Published Jun 7, 2015 9:00 PM by Reuters

Eastern Libyan state oil firm AGOCO is producing 250,000 to 290,000 barrels per day (bpd), a company spokesman said on Sunday, unchanged from recent weeks.

On Monday, a tanker will lift one million barrels of crude at the port of Hariga, the spokesman said. He said the Nafoura field remained closed due to a protest by locals demanding jobs.

The Bayda field also remained shut due to a shortage of power, he said.

AGOCO produces the bulk of Libya's total oil output which ranges from 400,000 to 500,000 bpd. More than a dozen fields in central and western Libya have closed due to protests and fighting, including Islamic State attacks.

Another tanker would lift 500,000 barrels of crude from the eastern Brega port, another oil official said. The port mainly supplies the western Zawiya refinery.

There was no tanker activity at the eastern port of Zueitina as crude flows remain disrupted due to the protest that has halted work at the Nafoura field, said a port official.

The southwestern El Sharara oilfield will remain closed, said Ibrahim al-Tebawi, a member of a security force from the western region of Zintan blocking a pipeline from the field. A rival force must leave El Sharara before pumping can resume.

El Sharara closed in November when a force allied with a self-declared government in Tripoli took over and Zintan guards, who had previously controlled the field, shut down a related pipeline.

The nearby El Feel field also remained shut due to a strike by guards, a field engineer said.
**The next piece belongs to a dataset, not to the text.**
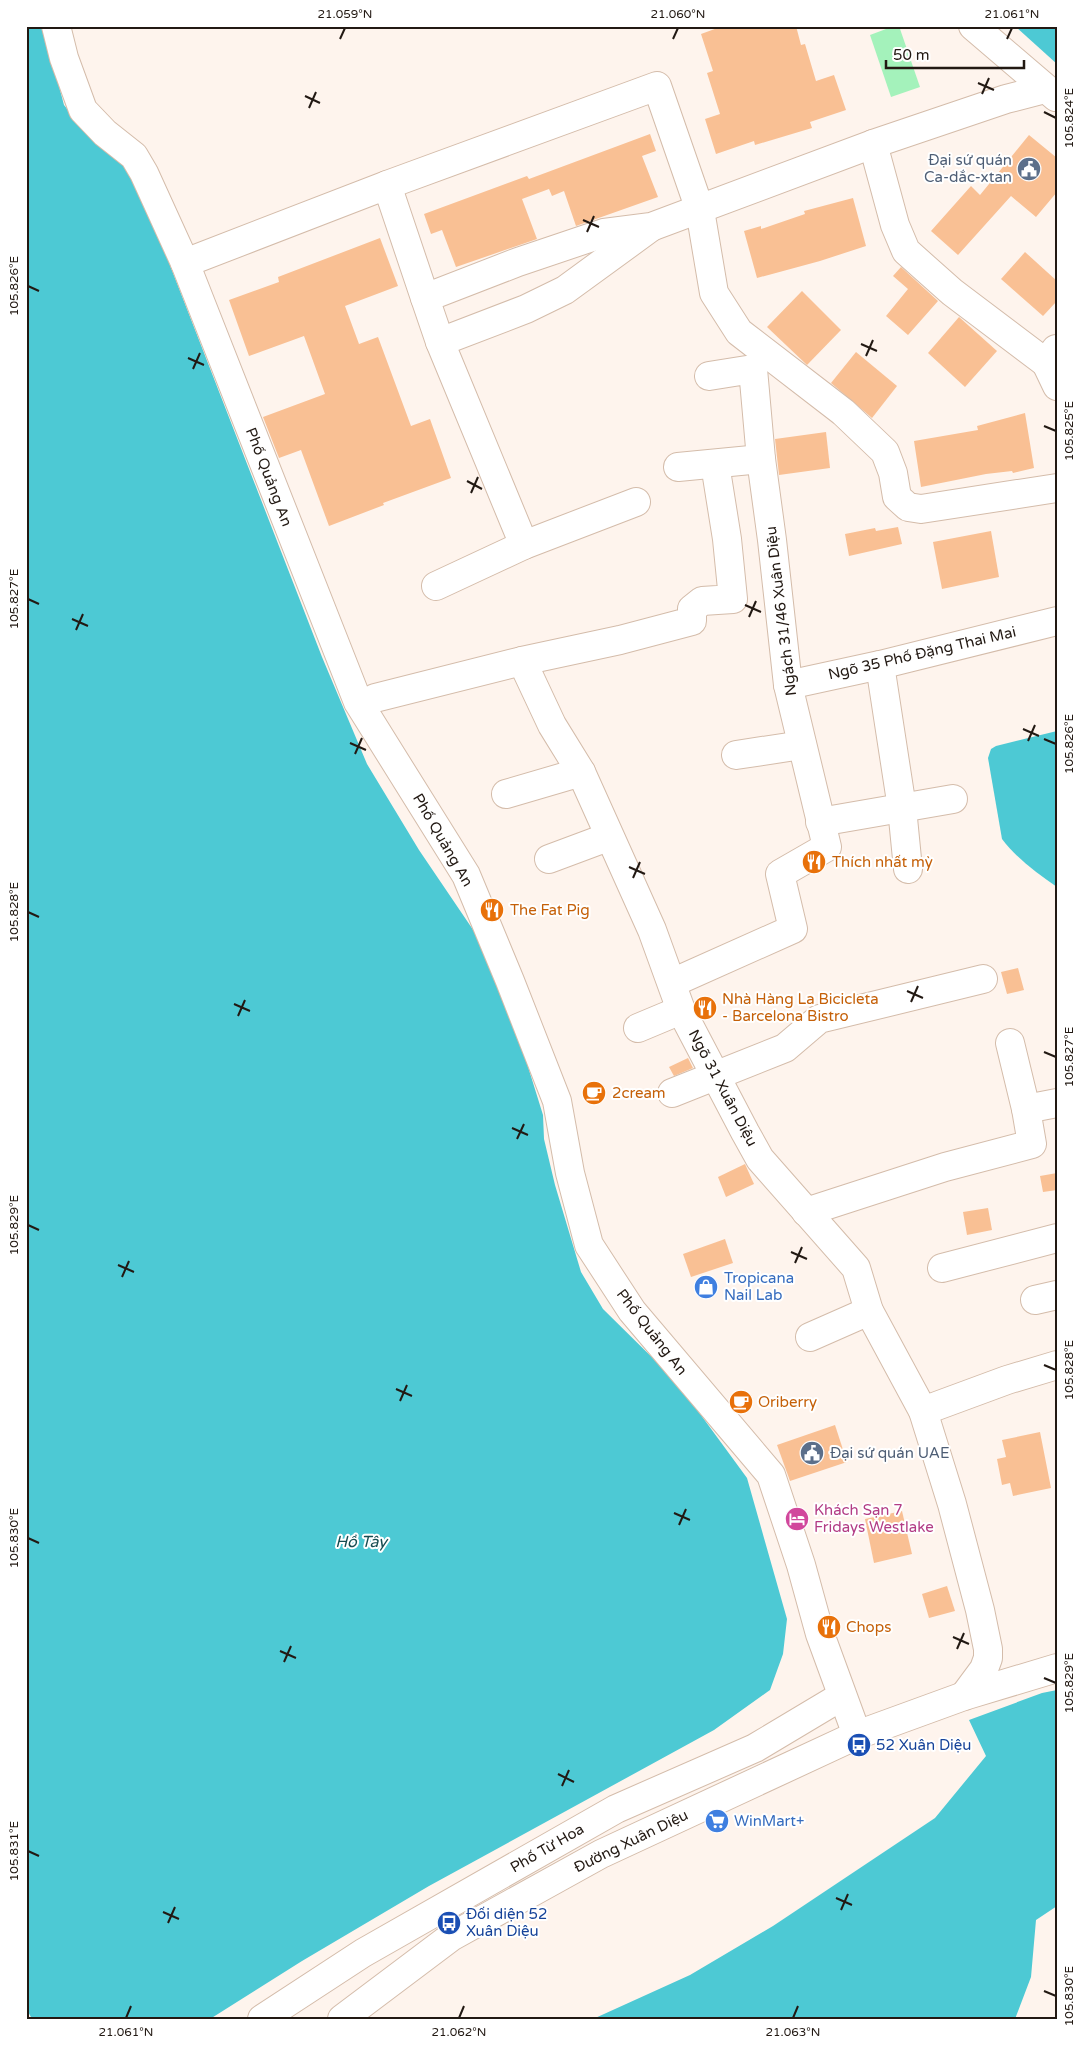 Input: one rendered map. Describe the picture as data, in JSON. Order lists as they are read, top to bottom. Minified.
{"streets":{"street":["Phố Quảng An","Ngách 31/46 Xuân Diệu","Ngõ 35 Phố Đặng Thai Mai","Ngõ 31 Xuân Diệu","Đường Xuân Diệu","Phố Từ Hoa"]},"crossings":[["Phố Quảng An","Đường Xuân Diệu"],["Phố Quảng An","Phố Từ Hoa"],["Ngách 31/46 Xuân Diệu","Ngõ 35 Phố Đặng Thai Mai"],["Ngách 31/46 Xuân Diệu","Ngõ 31 Xuân Diệu"],["Ngõ 31 Xuân Diệu","Đường Xuân Diệu"]],"water":["Hồ Tây"],"places":{"public building":["Đại sứ quán Ca-dắc-xtan","Đại sứ quán UAE"],"restaurant":["Thích nhất mỳ","The Fat Pig","Nhà Hàng La Bicicleta - Barcelona Bistro","Chops"],"cafe":["2cream","Oriberry"],"shop":["Tropicana Nail Lab"],"hotel":["Khách Sạn 7 Fridays Westlake"],"bus stop":["52 Xuân Diệu","Đối diện 52 Xuân Diệu"],"supermarket":["WinMart+"]},"scale_bar":"50 m","coordinates":["21.059°N","21.060°N","21.061°N","105.824°E","105.826°E","105.825°E","105.827°E","105.828°E","105.829°E","105.830°E","105.831°E","21.062°N","21.063°N"]}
Libya is caught in a struggle between forces backing the internationally recognized government based in the east and a rival administration that has taken control of Tripoli, as former rebels who helped oust veteran ruler Muammar Gaddafi in 2011 have fallen out along political, regional and tribal lines.

In a bid to show its impartiality, Tripoli-based state oil firm NOC said it had begun delivering petrol to the western mountains, to which Zintan belongs, which had been cut off from fuel supplies.

Zintan is allied to the eastern government fighting the Tripoli government on a frontline west of the capital.

But Zintan's mayor, Mustafa al-Barouni, said he expected a Tripoli force to block the deliveries.

"I, the mayor of Zintan, think that Zintan will not receive fuel shipments because the troops of Libya Dawn have been preventing it for more than eight months," he told Reuters, referring to the faction which seized Tripoli last August.